* _What is required_:
Give the number of lines in the data below where the word "Caddesi" appears, and nothing besides.

[Stored data]
______
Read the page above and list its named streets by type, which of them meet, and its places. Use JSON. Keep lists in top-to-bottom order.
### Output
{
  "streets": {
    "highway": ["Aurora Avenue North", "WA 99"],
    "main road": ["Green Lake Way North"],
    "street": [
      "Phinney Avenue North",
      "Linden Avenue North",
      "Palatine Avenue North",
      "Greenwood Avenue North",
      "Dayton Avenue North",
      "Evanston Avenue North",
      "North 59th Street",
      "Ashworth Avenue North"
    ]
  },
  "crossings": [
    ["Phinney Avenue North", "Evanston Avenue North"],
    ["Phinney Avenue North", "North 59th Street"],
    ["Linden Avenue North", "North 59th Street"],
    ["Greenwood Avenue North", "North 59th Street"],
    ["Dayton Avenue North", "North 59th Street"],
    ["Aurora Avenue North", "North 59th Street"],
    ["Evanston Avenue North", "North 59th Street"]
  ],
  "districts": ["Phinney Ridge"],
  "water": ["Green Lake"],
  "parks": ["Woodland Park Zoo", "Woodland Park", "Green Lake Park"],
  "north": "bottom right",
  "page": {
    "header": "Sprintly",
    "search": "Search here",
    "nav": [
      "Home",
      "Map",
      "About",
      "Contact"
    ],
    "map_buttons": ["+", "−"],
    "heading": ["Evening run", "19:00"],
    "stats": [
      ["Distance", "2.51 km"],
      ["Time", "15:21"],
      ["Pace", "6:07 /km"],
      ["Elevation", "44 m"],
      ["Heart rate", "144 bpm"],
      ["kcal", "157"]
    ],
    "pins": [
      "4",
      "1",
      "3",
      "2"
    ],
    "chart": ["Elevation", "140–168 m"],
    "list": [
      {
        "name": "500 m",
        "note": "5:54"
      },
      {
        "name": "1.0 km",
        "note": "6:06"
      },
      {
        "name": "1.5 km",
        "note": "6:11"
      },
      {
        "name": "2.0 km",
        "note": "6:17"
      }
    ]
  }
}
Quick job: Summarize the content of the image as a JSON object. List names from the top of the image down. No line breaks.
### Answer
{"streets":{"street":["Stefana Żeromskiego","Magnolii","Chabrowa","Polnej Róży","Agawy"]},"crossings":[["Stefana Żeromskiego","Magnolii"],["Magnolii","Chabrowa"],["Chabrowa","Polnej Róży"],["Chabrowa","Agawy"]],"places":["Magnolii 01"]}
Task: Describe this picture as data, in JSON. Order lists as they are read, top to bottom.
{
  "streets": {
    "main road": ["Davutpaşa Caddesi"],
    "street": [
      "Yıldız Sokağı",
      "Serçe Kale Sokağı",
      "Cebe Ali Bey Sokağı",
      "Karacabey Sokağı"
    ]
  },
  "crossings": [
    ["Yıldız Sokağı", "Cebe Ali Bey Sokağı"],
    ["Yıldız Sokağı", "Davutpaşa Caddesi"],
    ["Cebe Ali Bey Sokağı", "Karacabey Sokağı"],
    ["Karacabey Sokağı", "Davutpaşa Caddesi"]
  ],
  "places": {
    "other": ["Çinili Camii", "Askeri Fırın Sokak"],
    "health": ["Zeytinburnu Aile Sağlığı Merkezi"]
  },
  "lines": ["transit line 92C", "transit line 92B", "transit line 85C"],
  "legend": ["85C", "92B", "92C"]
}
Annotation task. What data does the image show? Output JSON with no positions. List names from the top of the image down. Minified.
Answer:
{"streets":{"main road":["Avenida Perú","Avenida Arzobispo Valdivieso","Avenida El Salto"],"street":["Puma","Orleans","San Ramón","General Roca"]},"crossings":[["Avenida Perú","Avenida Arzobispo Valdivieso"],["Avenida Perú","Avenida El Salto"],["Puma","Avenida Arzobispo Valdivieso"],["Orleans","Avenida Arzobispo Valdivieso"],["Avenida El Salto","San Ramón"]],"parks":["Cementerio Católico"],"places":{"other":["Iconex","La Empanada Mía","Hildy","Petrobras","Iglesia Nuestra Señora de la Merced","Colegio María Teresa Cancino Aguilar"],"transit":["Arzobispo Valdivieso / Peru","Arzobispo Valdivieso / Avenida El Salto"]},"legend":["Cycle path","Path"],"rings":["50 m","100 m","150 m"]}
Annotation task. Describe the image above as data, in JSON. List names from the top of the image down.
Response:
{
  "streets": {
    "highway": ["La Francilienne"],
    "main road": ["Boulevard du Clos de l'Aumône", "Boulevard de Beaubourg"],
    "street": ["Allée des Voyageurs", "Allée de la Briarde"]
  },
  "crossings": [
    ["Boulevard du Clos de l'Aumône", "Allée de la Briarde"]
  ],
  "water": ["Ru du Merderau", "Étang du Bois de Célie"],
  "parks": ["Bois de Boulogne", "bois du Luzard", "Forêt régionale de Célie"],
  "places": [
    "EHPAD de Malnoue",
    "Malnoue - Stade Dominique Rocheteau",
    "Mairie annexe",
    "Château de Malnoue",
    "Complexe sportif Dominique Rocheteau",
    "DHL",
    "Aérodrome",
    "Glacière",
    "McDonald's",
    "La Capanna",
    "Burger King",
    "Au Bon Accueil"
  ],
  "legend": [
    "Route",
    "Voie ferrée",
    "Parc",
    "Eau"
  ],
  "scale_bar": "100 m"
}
______
* _Solution_:
3